• **Required action**: Write out every line exactly, from the start of the records below to the line with "background:#0f766e; border-color:#fff; box-shadow:0", and stop there. Don't write out the pictures.

══ Supplied records

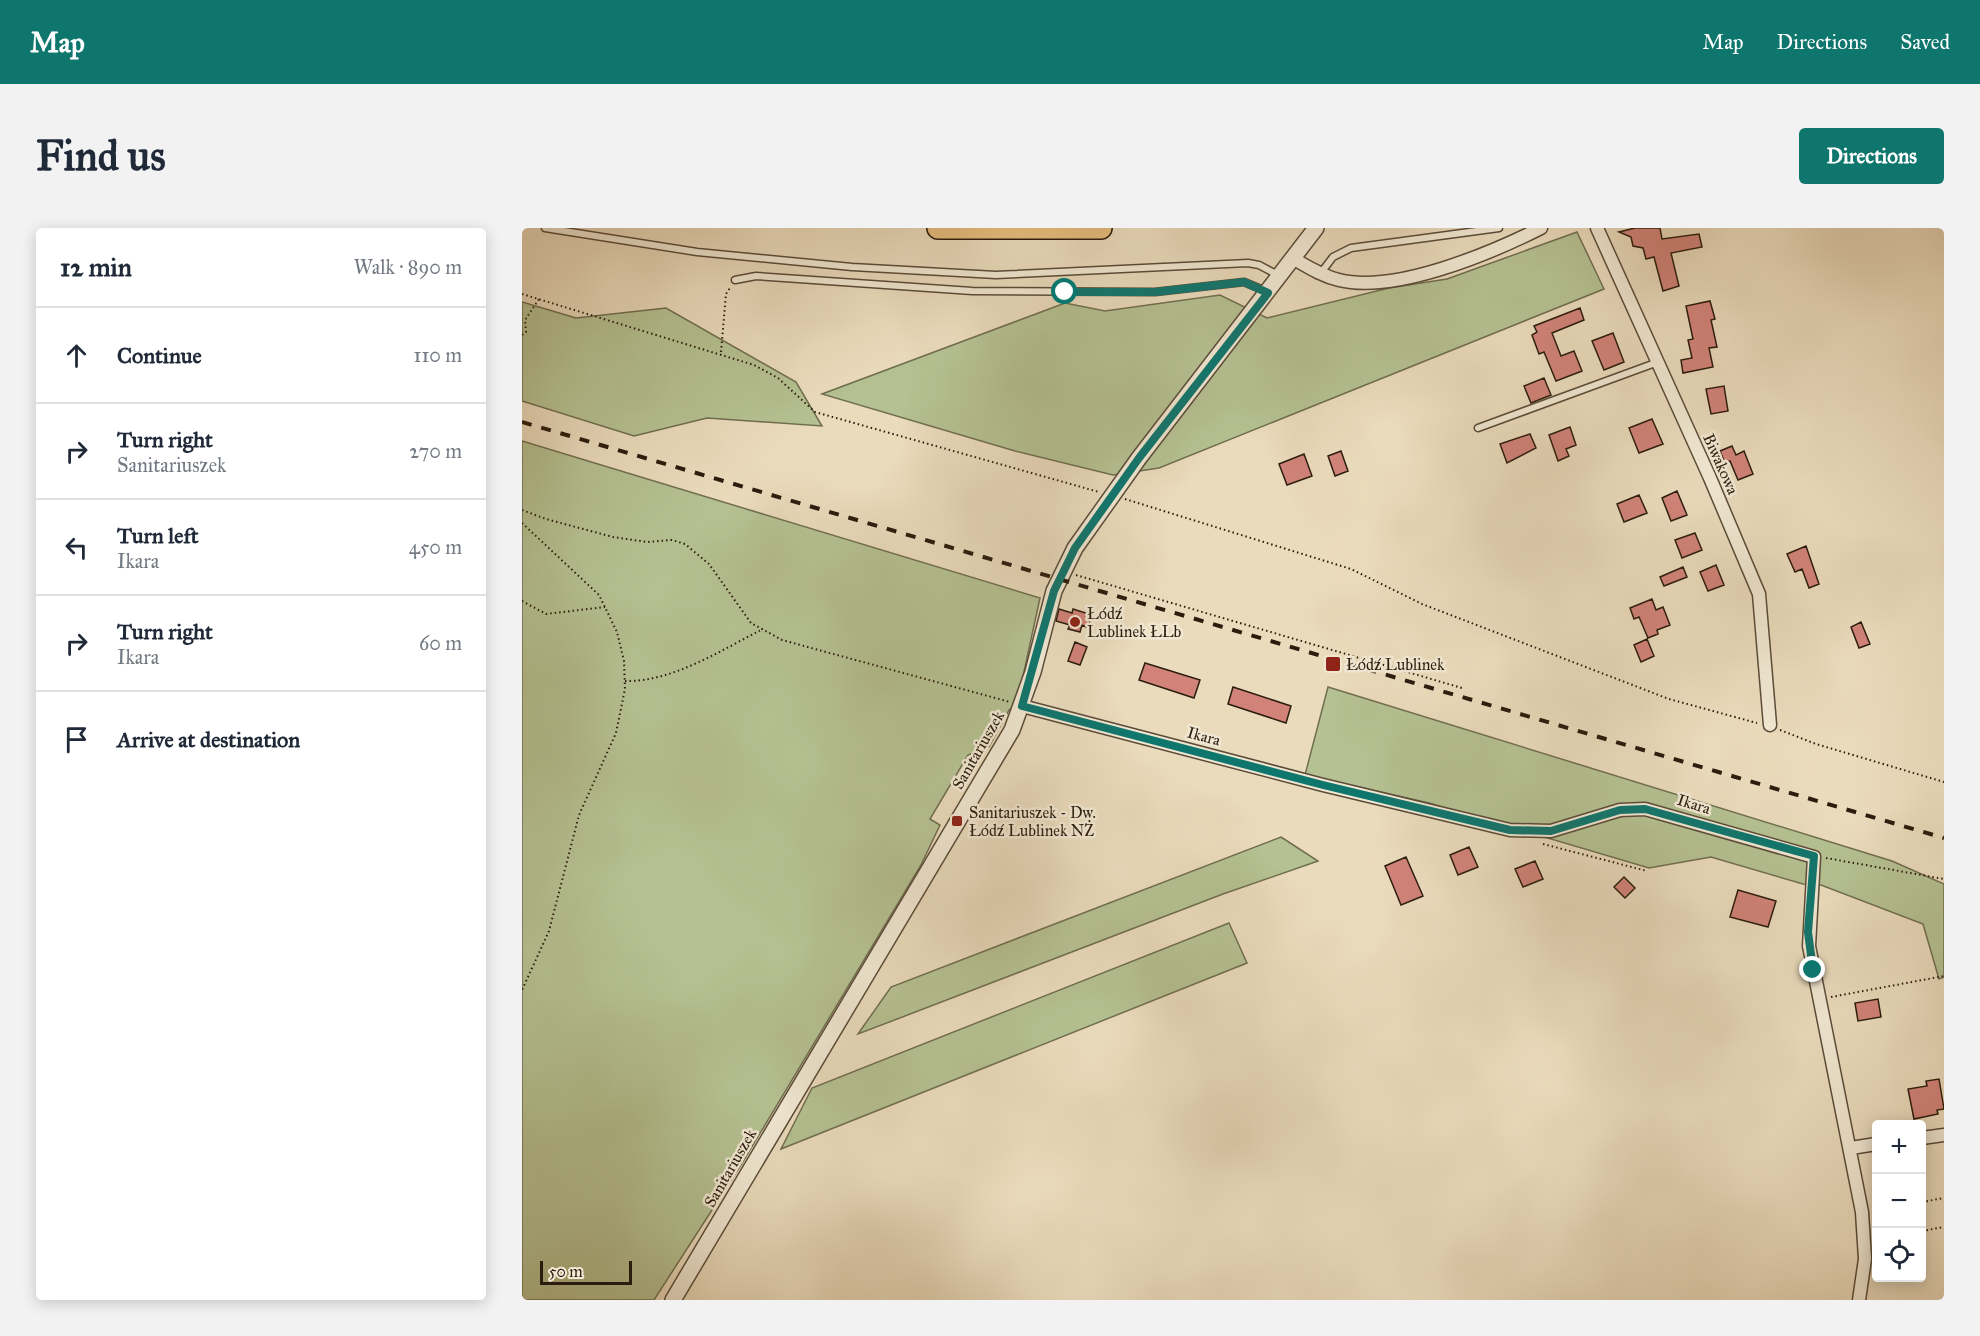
<!DOCTYPE html>
<html lang="en">
<head>
<meta charset="utf-8">
<style>
  body { margin:0; font-family:"IM FELL Great Primer",serif; background:#f2f2f3; color:#1f2937 }
  .controls { position:absolute; right:18px; bottom:18px; display:grid; overflow:hidden; border-radius:6px; box-shadow:0 3px 15px #0003 }
  .controls button { width:54px; height:54px; display:grid; place-items:center; padding:0; border:0; border-bottom:2px solid #e0e1e3; background:#fff; color:#1f2937; font:30px sans-serif }
  .scale { position:absolute; left:18px; bottom:15px; width:92px; box-sizing:border-box; padding-left:6px; border:3px solid #2b1c0e; border-top:0; font-size:16px; line-height:21px; white-space:nowrap; color:#2b1c0e; -webkit-text-stroke:4px #f1e8d3; paint-order:stroke }
  .stop { position:absolute; width:18px; height:18px; margin:-14px; border:4px solid #0f766e; border-radius:50%; background:#fff }
  .stop.end { background:#0f766e; border-color:#fff; box-shadow:0 2px 6px #0008 }
  .list { margin:0; padding:0; list-style:none }
  h2 { display:flex; justify-content:space-between; align-items:center; height:78px; margin:0; padding:0 24px; font-size:26px }
  h2 small { font-size:20px; font-weight:400; color:#747a83 }
  .list li { display:grid; grid-template-columns:39px 1fr auto; gap:18px; align-items:center; box-sizing:border-box; height:96px; padding:0 24px; border-top:2px solid #e0e1e3 }
  .list b { display:block; font-size:22px; white-space:nowrap }
  .list p { margin:0; font-size:20px; white-space:nowrap; color:#747a83 }
  .list em { font-size:20px; font-style:normal; color:#747a83 }
  .icon { flex:none; width:33px; height:33px; fill:none; stroke:currentColor; stroke-width:2; stroke-linecap:round; stroke-linejoin:round }
  .map { position:relative; flex:none; width:1422px; height:1072px; overflow:hidden; border-radius:6px }
  header { display:flex; align-items:center; gap:36px; box-sizing:border-box; height:84px; padding:0 30px; background:#0f766e; color:#fff }
  header strong { font-size:28px }
  nav { display:flex; gap:33px; margin-inline-start:auto; font-size:21px }
  .intro { display:flex; align-items:center; justify-content:space-between; box-sizing:border-box; height:144px; padding:0 36px }
  h1 { margin:0; font-size:42px }
  .button { padding:15px 27px; border-radius:6px; background:#0f766e; color:#fff; font-size:21px; font-weight:700 }
  main { display:flex; gap:36px; padding:0 36px }
  aside { flex:1; background:#fff; border-radius:6px; box-shadow:0 3px 15px #0003 }
  .map>svg:first-child { display:block }
</style>
</head>
<body>
<header>
<strong>Map</strong>
<nav><a>Map</a><a>Directions</a><a>Saved</a></nav>
</header>
<div class="intro"><h1>Find us</h1><a class="button">Directions</a></div>
<main>
<aside>
<h2>12 min<small>Walk · 890 m</small></h2>
<ul class="list">
<li><svg class="icon" aria-label="ahead" viewBox="0 0 24 24"><path d="M12 20V5M6 11l6-6 6 6"/></svg><div><b>Continue</b></div><em>110 m</em></li>
<li><svg class="icon" aria-label="right" viewBox="0 0 24 24"><path d="M7 20v-9h11M14 6l5 5-5 5"/></svg><div><b>Turn right</b><p>Sanitariuszek</p></div><em>270 m</em></li>
<li><svg class="icon" aria-label="left" viewBox="0 0 24 24"><path d="M17 20v-9H6M10 6l-5 5 5 5"/></svg><div><b>Turn left</b><p>Ikara</p></div><em>450 m</em></li>
<li><svg class="icon" aria-label="right" viewBox="0 0 24 24"><path d="M7 20v-9h11M14 6l5 5-5 5"/></svg><div><b>Turn right</b><p>Ikara</p></div><em>60 m</em></li>
<li><svg class="icon" aria-label="arrive" viewBox="0 0 24 24"><path d="M6 21V4h12l-3 4 3 4H6"/></svg><div><b>Arrive at destination</b></div></li>
</ul>
</aside>
<div class="map">
<svg width="1422" height="1072" viewBox="0 0 1422 1072">
  <rect width="100%" height="100%" fill="#eadbbc"/>
  <filter id="stains"><feTurbulence type="fractalNoise" baseFrequency=".00333" numOctaves="4"/><feColorMatrix values="0 0 0 0 .2 0 0 0 0 .09 0 0 0 0 .02 0 0 0 .5 -.17"/></filter>
  <radialGradient id="worn" r=".72"><stop offset=".6" stop-color="#630" stop-opacity="0"/><stop offset="1" stop-color="#630" stop-opacity=".3"/></radialGradient>
  <!-- green -->
  <path fill="#b5c192" stroke="#706e50" stroke-width="1.5" d="M1055,4l27,57 -445,179 -46,7 -98,-24 -193,-57 243,-91 40,8 115,-16 47,23 122,-30 58,-9z
    M0,74l54,16 90,-10 130,74 26,44 -115,-8 -73,18 -112,-35z
    M0,213l518,157 -23,106 -8,6 -20,37 -21,8 -38,64 10,6 -19,40 -180,300 -87,135h-132z
    M806,459l564,174 52,23v93l-5,2 -16,-55 -102,-39 -18,-1 -92,-27 -62,11 -220,-65 -124,-28z
    M759,609l37,24 -95,33 -365,140 33,-47z
    M707,695l18,40 -466,186 31,-61z"/>
  <!-- building -->
  <path fill="#d18379" stroke="#2b1c0e" stroke-width="1.5" d="M1113,0h25l2,11 37,-5 3,13 -31,6 8,33 -16,5 -9,-34 -8,2 -3,-11 -10,-2 -2,-9 -12,-5z
    M1188,73l5,18 -4,1 6,27 -8,1 4,19 -30,6 -2,-13 11,-2 -4,-18 5,-1 -7,-33z
    M1058,80l4,12 -32,13 9,23 13,-5 8,20 -26,10 -12,-29 -5,2 -7,-19 5,-3 -3,-6z
    M1091,105l11,29 -20,8 -12,-29z
    M1022,150l7,17 -20,8 -7,-17z
    M1202,158l4,25 -17,3 -5,-25z
    M1130,191l11,25 -24,9 -10,-25z
    M1048,199l6,18 -10,4 3,7 -11,5 -9,-26z
    M1008,206l6,14 -29,15 -7,-19z
    M1210,218l4,9 8,-4 9,23 -15,6 -8,-19 -5,2 -5,-12z
    M819,223l7,20 -13,5 -7,-20z
    M782,226l8,22 -25,9 -8,-21z
    M1155,263l10,24 -16,6 -9,-23z
    M1117,267l8,18 -23,9 -7,-18z
    M1173,305l7,17 -20,8 -7,-18z
    M1284,318l13,38 -10,4 -7,-19 -7,3 -8,-18z
    M1194,337l8,20 -16,6 -8,-19z
    M1161,339l4,10 -23,9 -4,-9z
    M1130,371l4,11 7,-3 7,18 -13,5 1,4 -10,4 -9,-21 -5,2 -4,-11z
    M537,381l13,4 1,-4 19,6 -4,13 -6,-3 -2,7 -12,-3 2,-4 -14,-4z
    M1339,394l9,22 -11,4 -8,-21z
    M1125,411l7,17 -13,6 -7,-17z
    M553,414l12,5 -7,18 -12,-4z
    M623,435l55,17 -6,18 -55,-18z
    M711,459l58,19 -5,17 -58,-19z
    M947,619l9,20 -20,8 -8,-20z
    M884,629l17,39 -22,9 -16,-39z
    M1013,633l8,18 -20,8 -8,-18z
    M1102,649l11,11 -10,10 -11,-11z
    M1216,662l38,11 -8,26 -38,-10z
    M1356,771l3,18 -23,4 -3,-18z
    M1417,851l5,30 -7,1 1,4 -24,5 -6,-30 19,-3 -1,-5z"/>
  <g fill="none" stroke-linecap="round" stroke-linejoin="round">
    <!-- service casing -->
    <g stroke="#5b4c3a" stroke-width="9">
      <path id="service" d="M23,0l152,24 155,15 144,8 252,-12 11,2 21,11
        M798,46l13,-17 18,-9 148,-20
        M213,52l21,-4 216,15 183,1 89,-10 24,10
        M956,200l180,-66"/>
    </g>
    <!-- minor casing -->
    <g stroke="#5b4c3a" stroke-width="15">
      <path id="minor" d="M1075,0l113,250 49,116 11,131
        M772,31c14,8 28,17 45,21 56,14 152,-27 202,-52
        M500,478l301,79 187,45 41,1 69,-21 25,-1 169,48 -5,89 53,266 3,47 -6,41
        M1400,910l22,-3
        M1329,920l25,-4"/>
    </g>
    <!-- tertiary casing -->
    <g stroke="#5b4c3a" stroke-width="18">
      <path id="tertiary" d="M151,1072l339,-570 21,-58 21,-81 21,-43 64,-90 177,-230"/>
    </g>
    <!-- motorway casing -->
    <g stroke="#2b1c0e" stroke-width="24">
      <path id="motorway" d="M416,0h163"/>
    </g>
    <!-- path -->
    <path stroke="#2b1c0e" stroke-width="2" stroke-dasharray="1.5 3" stroke-linecap="butt" d="M0,66l232,71 24,13 37,34 284,80
      M0,107l4,-3 -1,-12 14,-21
      M199,124l5,-58 4,-6
      M603,271l226,70 71,35 247,95 88,24
      M0,282l24,9 67,18 34,5 25,-2 13,4 24,20 42,59 31,17 228,62
      M0,295l77,72 18,37 7,29 1,28 -9,44 -37,82 -30,116 -27,59
      M554,347l386,113
      M0,373l24,13 59,-7
      M103,453c48,1 96,-31 138,-52
      M1258,502l36,14 128,38
      M1021,616l104,27
      M1304,630l118,21
      M1309,769l113,-21
      M1400,974l22,-4
      M1400,1003l22,-4"/>
    <!-- service -->
    <use href="#service" stroke="#f1e8d3" stroke-width="6"/>
    <!-- minor -->
    <use href="#minor" stroke="#f1e8d3" stroke-width="12"/>
    <!-- tertiary -->
    <use href="#tertiary" stroke="#f1e8d3" stroke-width="15"/>
    <!-- motorway -->
    <use href="#motorway" stroke="#e5be7e" stroke-width="21"/>
    <!-- rail -->
    <path stroke="#2b1c0e" stroke-width="4" stroke-dasharray="10 10" stroke-linecap="butt" d="M0,194l1422,416"/>
  </g>
  <g fill="none" stroke-linecap="round" stroke-linejoin="round">
    <!-- route -->
    <path stroke="#0f766e" stroke-width="8" d="M543,64h90l89,-10 24,11 -129,165 -64,90 -21,43 -32,115 301,79 187,45 41,1 69,-21 25,-1 169,47 -6,76 5,38"/>
  </g>
  <!-- markers -->
  <g fill="#8f2418" stroke="#f1e8d3" stroke-width="2">
    <circle cx="553" cy="394" r="6"/>
    <rect x="803" y="428" width="16" height="16" rx="3"/>
    <rect x="429" y="587" width="12" height="12" rx="3"/>
  </g>
  <g text-anchor="middle" dominant-baseline="central" stroke-width="5" stroke-linejoin="round" paint-order="stroke">
    <!-- street labels -->
    <g font-size="16" fill="#2b1c0e" stroke="#f1e8d3">
      <text transform="translate(1199 236) rotate(66)">Biwakowa</text>
      <text transform="translate(682 508) rotate(15)">Ikara</text>
      <text transform="translate(456 522) rotate(-60)">Sanitariuszek</text>
      <text transform="translate(1172 576) rotate(17)">Ikara</text>
      <text transform="translate(208 940) rotate(-60)">Sanitariuszek</text>
    </g>
    <!-- poi labels -->
    <g font-size="16" fill="#2b1c0e" stroke="#f1e8d3" text-anchor="start">
      <text x="565" y="385">Łódź<tspan x="565" dy="18">Lublinek ŁLb</tspan></text>
      <text x="824" y="436">Łódź Lublinek</text>
      <text x="447" y="584">Sanitariuszek - Dw.<tspan x="447" dy="18">Łódź Lublinek NŻ</tspan></text>
    </g>
  </g>
  <rect width="100%" height="100%" filter="url(#stains)"/>
  <rect width="100%" height="100%" fill="url(#worn)"/>
</svg>
<div class="controls">
<button>+</button>
<button>−</button>
<button><svg class="icon" aria-label="locate" viewBox="0 0 24 24"><circle cx="12" cy="12" r="6"/><path d="M12 2v4M12 18v4M2 12h4M18 12h4"/></svg></button>
</div>
<div class="scale">50 m</div>
<div class="stop" style="left:543px;top:64px"></div>
<div class="stop end" style="left:1291px;top:742px"></div>
</div>
</main>
</body>
</html>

════

• **Solution**:
<!DOCTYPE html>
<html lang="en">
<head>
<meta charset="utf-8">
<style>
  body { margin:0; font-family:"IM FELL Great Primer",serif; background:#f2f2f3; color:#1f2937 }
  .controls { position:absolute; right:18px; bottom:18px; display:grid; overflow:hidden; border-radius:6px; box-shadow:0 3px 15px #0003 }
  .controls button { width:54px; height:54px; display:grid; place-items:center; padding:0; border:0; border-bottom:2px solid #e0e1e3; background:#fff; color:#1f2937; font:30px sans-serif }
  .scale { position:absolute; left:18px; bottom:15px; width:92px; box-sizing:border-box; padding-left:6px; border:3px solid #2b1c0e; border-top:0; font-size:16px; line-height:21px; white-space:nowrap; color:#2b1c0e; -webkit-text-stroke:4px #f1e8d3; paint-order:stroke }
  .stop { position:absolute; width:18px; height:18px; margin:-14px; border:4px solid #0f766e; border-radius:50%; background:#fff }
  .stop.end { background:#0f766e; border-color:#fff; box-shadow:0 2px 6px #0008 }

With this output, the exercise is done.